The new locomotives and logistics deal, if correctly implemented and followed up with sufficient investment in Caspian Sea infrastructure, will eliminate the economic externalities that once made China and Russia the default winners of most competitions within Central Asia.

This isn’t just a boon for Kazakh development or Western companies, but also American foreign policy. Now that upfront costs and externalities have been mitigated, Washington can consciously deploy its greatest foreign policy asset —economic power — in a region that has long been considered beyond America’s core competencies. This not only creates opportunities for new markets and trading partners in a time of tariff-induced economic uncertainty but also provides a new vector for U.S. strategic positioning vis-à-vis Russia and China.

Neither Russia nor China will remain passive, of course. China will act to protect its influence in the region, while Russia will resent America’s presence in what it believes is its own backyard. However, deals can trump wars – a concept clearly understood in the White House.

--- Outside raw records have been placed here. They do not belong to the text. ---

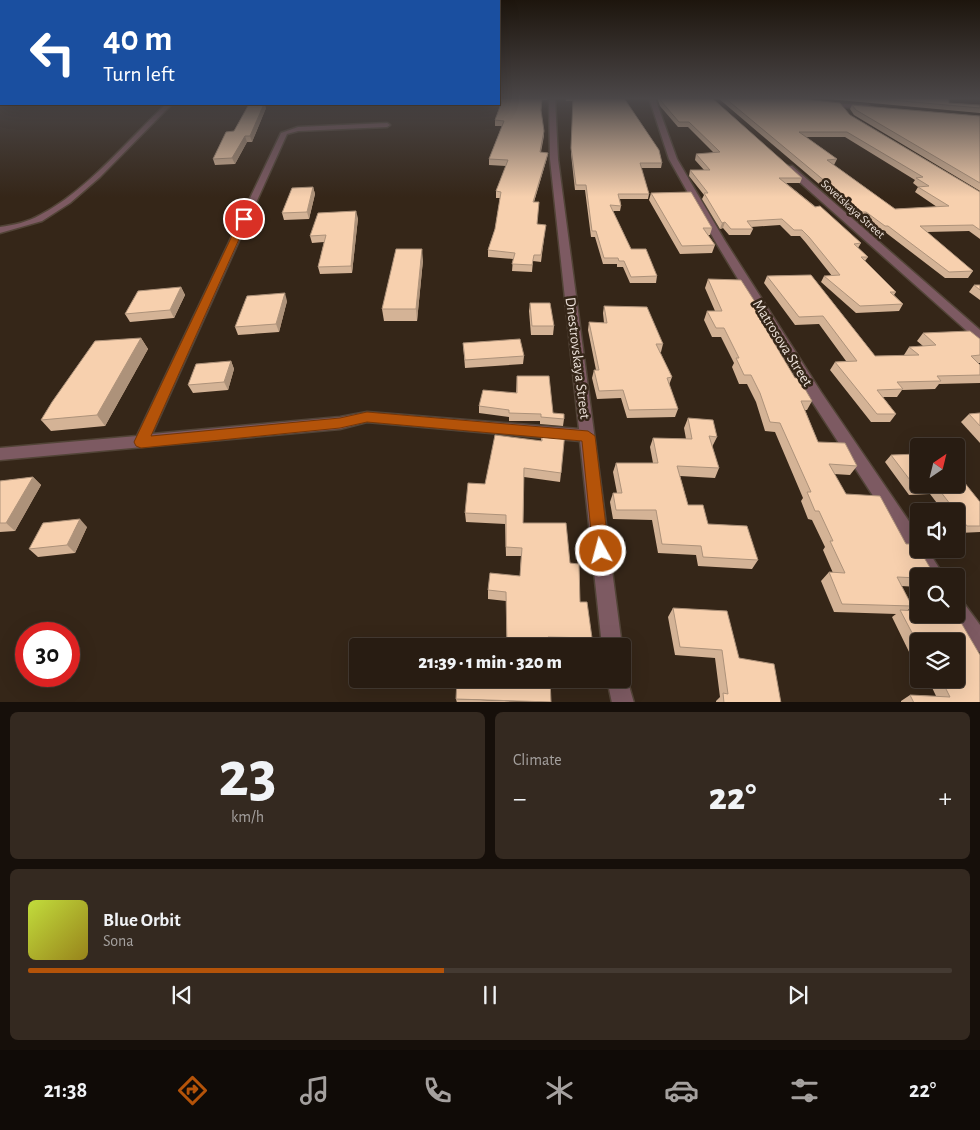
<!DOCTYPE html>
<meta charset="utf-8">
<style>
body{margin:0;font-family:"Alegreya Sans",sans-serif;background:#342920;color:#f1f3f6;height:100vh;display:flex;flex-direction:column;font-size:19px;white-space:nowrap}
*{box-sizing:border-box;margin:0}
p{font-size:16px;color:#a5a19f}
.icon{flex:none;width:28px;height:28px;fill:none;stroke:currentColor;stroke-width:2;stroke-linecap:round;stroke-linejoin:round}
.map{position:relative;height:702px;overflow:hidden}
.drawer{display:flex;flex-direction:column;gap:10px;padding:10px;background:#160f0a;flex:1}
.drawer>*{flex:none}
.banner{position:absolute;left:0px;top:0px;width:500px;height:105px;box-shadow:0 5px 20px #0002,0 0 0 1px #443a32;background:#1a4fa0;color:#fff;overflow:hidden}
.needle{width:32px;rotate:35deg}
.tools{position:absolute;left:910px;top:438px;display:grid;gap:10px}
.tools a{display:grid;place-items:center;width:55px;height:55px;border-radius:5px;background:#281c12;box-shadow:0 5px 20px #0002,0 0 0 1px #443a32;font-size:25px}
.speed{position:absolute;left:15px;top:622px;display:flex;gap:10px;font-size:25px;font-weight:700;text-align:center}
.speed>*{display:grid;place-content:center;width:65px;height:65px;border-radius:50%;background:#281c12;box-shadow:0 5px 20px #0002,0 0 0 1px #443a32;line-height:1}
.speed .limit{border:8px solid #d22;background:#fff;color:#111}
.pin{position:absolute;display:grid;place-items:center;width:42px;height:42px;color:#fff;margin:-21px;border:2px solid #fff;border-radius:50%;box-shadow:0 1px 5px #0007}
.me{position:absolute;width:55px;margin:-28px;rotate:353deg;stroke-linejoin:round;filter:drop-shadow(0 0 4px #0008)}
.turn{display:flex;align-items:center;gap:18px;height:105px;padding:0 20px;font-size:22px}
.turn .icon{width:65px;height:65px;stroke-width:2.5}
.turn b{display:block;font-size:35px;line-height:42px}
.big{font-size:38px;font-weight:800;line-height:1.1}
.drawer .tile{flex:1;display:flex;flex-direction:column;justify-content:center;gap:8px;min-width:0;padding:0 18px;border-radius:8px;background:#342920}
.drawer .dial{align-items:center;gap:0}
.dial b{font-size:65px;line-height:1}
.song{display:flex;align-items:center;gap:15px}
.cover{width:60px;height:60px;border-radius:8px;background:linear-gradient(135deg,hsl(70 70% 55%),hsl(50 70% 35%))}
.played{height:5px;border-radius:2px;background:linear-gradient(90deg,#b45309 45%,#443a32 45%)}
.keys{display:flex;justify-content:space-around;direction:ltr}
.heat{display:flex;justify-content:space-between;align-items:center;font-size:28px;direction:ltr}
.drawer .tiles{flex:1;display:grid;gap:10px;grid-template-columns:1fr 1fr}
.tile:last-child{grid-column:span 2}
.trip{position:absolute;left:349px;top:638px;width:282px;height:50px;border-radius:5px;background:#281c12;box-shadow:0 5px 20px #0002,0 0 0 1px #443a32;font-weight:800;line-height:50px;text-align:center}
.menu{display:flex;height:80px;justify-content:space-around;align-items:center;background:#100b07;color:#a5a19f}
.menu .icon{width:35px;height:35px}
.menu .current{color:#b45309}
.menu b{font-size:22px;color:#f1f3f6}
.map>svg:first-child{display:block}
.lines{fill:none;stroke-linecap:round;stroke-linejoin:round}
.minor-casing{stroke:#524437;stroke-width:3}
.minor{fill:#7d5a62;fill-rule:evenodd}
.wall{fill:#d4b396;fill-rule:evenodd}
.shaded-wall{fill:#ad927a}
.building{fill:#f7d0ae;stroke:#ad927a;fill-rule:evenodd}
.route{fill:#b45309;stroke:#753606}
.labels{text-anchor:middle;stroke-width:5;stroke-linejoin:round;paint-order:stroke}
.far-street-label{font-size:12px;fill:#ebe0d8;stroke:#352618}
.street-label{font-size:15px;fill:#ebe0d8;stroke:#352618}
</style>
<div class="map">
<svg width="980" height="703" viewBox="0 0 980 703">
<rect width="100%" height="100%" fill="#352618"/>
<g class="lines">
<!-- minor casing -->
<g class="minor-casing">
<g id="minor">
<path d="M549,98H555L558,159L622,646H602L580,441L367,422L340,429L0,460V448L137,436L281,133L298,127L387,123L390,125L387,127L298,131L287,134L152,434L340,417L367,412L579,429L550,159Z"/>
<path d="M649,98H655L677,159L725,241L821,392L919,536V549H927L944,576H925L811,400L715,241L669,159Z"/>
<path d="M824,103L868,105L871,107L868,109L826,106Z"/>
<path d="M166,104H172L100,177L70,203L42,221L0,233V227C14,225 28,222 40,215C87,191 128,140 166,104Z"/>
<path d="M786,166H792L980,330V340L976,339L786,170Z"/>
<path d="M956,600L963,602L980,625V652L973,649L949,616L948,614H956Z"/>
<path d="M622,670L625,672L634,703H612L607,679H622Z"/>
</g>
</g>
<!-- minor -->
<use href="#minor" class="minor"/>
</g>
<!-- wall -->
<g class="wall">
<path d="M499,98H548L547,100H542L541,111L544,136L541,152L548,153L547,158L534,202L537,224L545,231L541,262L533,261L532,272L512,271L513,259L488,257V250L495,229L500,198H496V191L506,166L489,165V159L502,126H495V120L500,106H484V104H499Z"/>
<path d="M565,98H624L662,163L661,168H641L649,194L648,199H620L621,206L620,211H613L631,249L657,276L656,283H630L623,267H617V264H603L595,237H591L585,190H575L571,154L573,101H566Z"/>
<path d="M657,98H712L802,178L800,183H786L861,243L858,248L868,257L865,261L896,292L894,295L903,304L899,311L856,313L821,282L824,276H832L806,243L800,236H791L780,225L751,227L753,229L750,235H729L723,228L720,229L702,199L704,195L689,176L690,170H704L695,160L696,154L714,153L688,127H678L660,106Z"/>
<path d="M718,98H795L850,115L980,192V239L969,231L927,232L973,271L968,278H945L885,232H882L863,218H859ZM806,137H845L915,180L913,183L918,187L915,192L937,207L895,209L834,165L837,159Z"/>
<path d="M817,98H949V103L980,105V113Z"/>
<path d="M852,105L980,116V191L854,115L850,109Z"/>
<path d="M266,108L252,142H247L235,164L215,165L213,159L234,131Z"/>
<path d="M313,187L315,194L309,219L284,220L282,213Z"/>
<path d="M651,193L712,228L710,235H708L715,245L712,253L680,254L649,200Z"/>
<path d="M358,218L352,273L320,274L318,267L324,242L312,243L310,236Z"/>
<path d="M423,260L417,321H384L382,309Z"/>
<path d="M811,275L875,356H904V355L909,347L923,346L917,341L923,333L980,339V363H978L980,365V383L939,384L935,389L902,390L897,397H883L896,414L890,422H871L830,370L835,362L846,361L819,324L795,325L764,283L767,276Z"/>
<path d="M708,279L766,319L764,325L795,378L812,401L807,410H805L818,442L857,466L850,475L834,474L846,494L919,576V587L901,586L912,606L907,611L980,703H901V701L910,695L936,696L928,679H956L919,641V659L918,658H912L892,617L896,614L834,612L821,581L829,572L833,573L823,550L825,547L812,520L808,519L801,501L803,498L775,432L765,431L756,402L747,384H739L732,367L734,363L721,337H712L704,320L707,311H715L705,288Z"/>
<path d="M974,285H980V300L969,292Z"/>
<path d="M181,287L185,295L174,318L130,322L125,314Z"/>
<path d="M287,301L279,332L238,335L235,327Z"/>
<path d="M530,303L554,326L553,335H531L529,311Z"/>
<path d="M604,306L663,344L661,352H660L672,377L669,385L678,409L675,417L627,418L621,398L597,399L592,378L594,370H596L588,330L589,322L604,323L603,313Z"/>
<path d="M141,338L148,349L105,426L51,431L41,420Z"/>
<path d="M463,343L524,356L523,364L465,368Z"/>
<path d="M231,361L234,369L228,390L193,393L188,385Z"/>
<path d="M517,376L553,413L564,419L563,426L540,424V421H509V417L479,413V406L516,393Z"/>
<path d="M980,413V443L961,422L969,414Z"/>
<path d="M688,418L717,437L712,447L719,468L715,478L680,476L688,505L708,524L758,560L752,569L698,566L696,555L658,553L652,520L613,519L610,502L613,493H617L613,472L616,463H653L650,447L653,438L686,439L684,428Z"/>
<path d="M542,430L561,473L560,482L524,477L523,523L570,563L580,602L592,638L589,645H548V646H507L506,601L488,599V590L520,576L521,556H506L505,524L466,522L465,513L485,484L541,441Z"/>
<path d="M891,455L956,484L980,502V532L959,533L956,529V511H943L930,494L909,495L885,462Z"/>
<path d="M33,477L41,485L15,531L0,532V481Z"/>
<path d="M87,527L75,553L38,557L29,549Z"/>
<path d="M673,608L739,658L781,703H716V701L720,697L715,658L675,655L668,617Z"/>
<path d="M456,699L551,703H457Z"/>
</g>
<!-- shaded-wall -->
<g class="shaded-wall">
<path d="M264,104H265L266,108L252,142L250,136Z"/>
<path d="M245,136L247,142L235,164L232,158Z"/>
<path d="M548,153L547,158L532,208L533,202Z"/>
<path d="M313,187L315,194L309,219L307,212Z"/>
<path d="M356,211L358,218L352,273L351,266Z"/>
<path d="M725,222L723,228L720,229L722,223Z"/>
<path d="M422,249L423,260L417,321L416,309Z"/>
<path d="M181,287L185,295L174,318L170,310Z"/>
<path d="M285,293L287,301L279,332L276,324Z"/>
<path d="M141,338L148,349L105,426L97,415Z"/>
<path d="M231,361L234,369L228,390L224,382Z"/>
<path d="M33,477L41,485L15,531L6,523Z"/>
<path d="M80,519L87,527L75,553L67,545Z"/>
</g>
<!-- building -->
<g class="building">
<path d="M499,98H542L541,110L544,131L540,152L548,153L533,202H539L537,224L546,225L541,255H534L532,265L512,264L515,253L488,250L495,229L501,192L496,191L508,160L489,159L504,121L495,120L502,101H499Z"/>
<path d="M573,98H624L659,150L662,163H640L649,194H618L621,206L610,205L631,249H646L657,276L631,277L624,261H619L618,258H604L596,231H592L586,185H576L571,148Z"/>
<path d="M660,98H712L802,178H779L815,207L820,206L861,243L854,244L868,257H861L896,292H890L903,304L860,306L824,276L840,275L809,237L802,230H794L782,219L747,221L753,229H731L725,222L722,223L704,193H708L690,170H710L696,154L720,152L689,122H679L661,101Z"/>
<path d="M725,98H795L840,103L850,115L980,192V230L973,225L920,226L973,271L949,272L888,226H885L866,212H862ZM799,132H847L923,177L916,178L929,186L918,187L949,206L895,209L827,160L837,159Z"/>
<path d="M869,98H949V103L980,105V108Z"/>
<path d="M249,104H264L250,136H245L232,158L213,159L226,132L234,131Z"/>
<path d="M852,105L980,116V183L856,110Z"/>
<path d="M313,187L307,212L282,213L292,188Z"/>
<path d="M691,192L712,228H703L715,245L682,246L651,193Z"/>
<path d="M356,211L351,266L318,267L326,235L310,236L318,213Z"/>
<path d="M396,249H422L416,309H382Z"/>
<path d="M811,275L875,356L919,355L909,347L936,345L923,333L970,331L980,339V355L971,356L980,365V375L937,376L941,381L897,382L903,389L877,390L896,414H877L835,362L857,361L823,316L799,317L767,276Z"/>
<path d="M708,279L741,280L766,319H760L795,378L798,377L812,401H801L818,442L845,443L857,466L829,464L846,494L880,496L906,544H916L935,576H919V578L897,577L912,606L842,604L829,572L845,573L830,541H833L819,511H815L807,492H811L780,423L770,422L760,393L751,375H744L736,358H739L724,328H716L707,311H722Z"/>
<path d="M974,285H980V290Z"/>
<path d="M181,287L170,310L125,314L138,291Z"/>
<path d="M285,293L276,324L235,327L247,296Z"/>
<path d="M530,303H550L554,326H532Z"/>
<path d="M604,306L647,307L663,344H656L672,377L667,378L678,409L629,410L623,390L599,391L594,370H599L589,322L607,323Z"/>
<path d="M141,338L97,415L41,420L52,402L95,341Z"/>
<path d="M520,339L524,356L465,360L463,343Z"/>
<path d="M231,361L224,382L188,385L196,364Z"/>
<path d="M517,376H549L553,413L564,414V419L541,417V414L509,413V410L479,406L483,390L517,393Z"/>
<path d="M980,413V426L969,414Z"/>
<path d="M688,418L713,420L717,437L709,436L719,468L677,466L688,505H703L708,524L747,526L758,560L703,557L701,546L662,544L656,510H616L613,493H622L616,463H658L653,438L692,439Z"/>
<path d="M542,430L565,432L561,473L524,468L523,523H566L570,563L579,564L580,602H587L592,638L548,637V646H507L506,592L488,590L490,573L520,576L522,548L506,547V515L465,513L468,483L485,484L495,435L542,441Z"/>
<path d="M919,454V484H956V472L980,502V526H967L937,487L916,488L891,455Z"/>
<path d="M33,477L6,523H0V481Z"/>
<path d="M80,519L67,545L29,549L43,523Z"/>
<path d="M673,608L727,611L739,658L774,664L781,703H724L723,693L728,694L722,650L680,647Z"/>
<path d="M900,610L919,611V614H956L980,655V703H914L910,695L950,697L941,679H956V641H919V646Z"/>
<path d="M457,679H550L551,702L456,699Z"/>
</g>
<!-- sky -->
<linearGradient id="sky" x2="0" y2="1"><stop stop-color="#1d150d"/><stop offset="0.5" stop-color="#4b4748"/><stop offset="1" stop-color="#4b4748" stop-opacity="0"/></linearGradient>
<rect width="980" height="197" fill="url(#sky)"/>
<!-- route -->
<path class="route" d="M241,217L248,219L151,436L340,418L367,412L588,431L595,436L609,551L607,556L601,558L596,556L593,551L582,441L367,422L340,428L141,448L136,446L134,442Z"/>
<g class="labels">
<!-- far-street labels -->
<g class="far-street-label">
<text transform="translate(853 209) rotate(42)" y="4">Sovetskaya Street</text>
</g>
<!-- street labels -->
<g class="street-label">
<text transform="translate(783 343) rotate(58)" y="5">Matrosova Street</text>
<text transform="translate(578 358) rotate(83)" y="5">Dnestrovskaya Street</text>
</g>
</g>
</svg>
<div class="tools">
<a><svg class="needle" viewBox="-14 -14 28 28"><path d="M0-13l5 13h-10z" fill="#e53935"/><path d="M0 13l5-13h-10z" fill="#a5a19f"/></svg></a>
<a><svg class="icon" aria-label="sound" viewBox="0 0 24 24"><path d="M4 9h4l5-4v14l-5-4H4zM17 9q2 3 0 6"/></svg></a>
<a><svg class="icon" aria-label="search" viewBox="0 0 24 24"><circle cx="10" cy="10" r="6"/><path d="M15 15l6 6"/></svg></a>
<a><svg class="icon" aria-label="layers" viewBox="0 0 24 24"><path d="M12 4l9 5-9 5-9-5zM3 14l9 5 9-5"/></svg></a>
</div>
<div class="speed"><div class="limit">30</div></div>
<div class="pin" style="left:244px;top:219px;background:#d93025"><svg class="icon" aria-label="arrive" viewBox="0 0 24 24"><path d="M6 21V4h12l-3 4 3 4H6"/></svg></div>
<svg class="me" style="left:601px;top:551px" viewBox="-20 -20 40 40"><circle r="17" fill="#b45309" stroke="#fff" stroke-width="3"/><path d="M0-11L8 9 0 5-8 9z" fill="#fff"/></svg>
<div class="trip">21:39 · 1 min · 320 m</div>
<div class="banner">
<div class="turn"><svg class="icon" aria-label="left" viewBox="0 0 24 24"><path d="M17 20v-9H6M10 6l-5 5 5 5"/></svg><div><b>40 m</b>Turn left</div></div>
</div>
</div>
<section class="drawer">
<div class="tiles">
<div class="tile dial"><b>23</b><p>km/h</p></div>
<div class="tile"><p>Climate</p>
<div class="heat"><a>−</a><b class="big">22°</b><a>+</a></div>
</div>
<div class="tile">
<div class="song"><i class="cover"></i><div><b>Blue Orbit</b><p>Sona</p></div></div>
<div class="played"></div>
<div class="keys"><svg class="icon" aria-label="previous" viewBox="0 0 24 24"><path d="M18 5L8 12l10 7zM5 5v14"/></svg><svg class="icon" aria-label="pause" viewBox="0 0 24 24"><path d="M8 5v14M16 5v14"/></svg><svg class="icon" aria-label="next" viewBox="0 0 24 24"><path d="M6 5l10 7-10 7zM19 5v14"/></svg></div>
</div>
</div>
</section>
<nav class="menu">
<b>21:38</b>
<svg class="icon current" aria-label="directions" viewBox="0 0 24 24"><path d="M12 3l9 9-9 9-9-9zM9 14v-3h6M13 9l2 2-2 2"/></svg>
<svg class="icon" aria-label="music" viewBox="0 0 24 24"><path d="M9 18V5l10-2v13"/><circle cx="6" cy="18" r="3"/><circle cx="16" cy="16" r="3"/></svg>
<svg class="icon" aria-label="phone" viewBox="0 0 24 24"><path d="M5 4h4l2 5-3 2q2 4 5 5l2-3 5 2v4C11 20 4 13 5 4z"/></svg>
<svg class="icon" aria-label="climate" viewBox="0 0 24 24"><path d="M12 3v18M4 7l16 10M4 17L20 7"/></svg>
<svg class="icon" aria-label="car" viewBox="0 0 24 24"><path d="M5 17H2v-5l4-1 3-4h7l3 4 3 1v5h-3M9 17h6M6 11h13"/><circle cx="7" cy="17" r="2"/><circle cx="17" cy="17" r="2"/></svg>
<svg class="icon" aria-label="filters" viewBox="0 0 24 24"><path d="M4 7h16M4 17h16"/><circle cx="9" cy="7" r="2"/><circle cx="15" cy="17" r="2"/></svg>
<b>22°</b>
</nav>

The first Great Game, the 19th-century battle for influence between Russia and Britain in Central Asia, ended in stalemate. The Russian Empire and later the Soviets realized that India was a bridge too far. The first Great Game began with a series of commercial agreements and British investment in road and railroad infrastructure. America’s ability to win what is starting to look like Round II of this game depends on its ability to invest in strategic minerals, especially uranium, build Caspian infrastructure, and provide steady guidance through diplomacy and economic engagement. Much of the international order and the future of Sino-American competition will hang on developments in this strategic Eurasian heartland. Well played, the results can be profits and progress for all.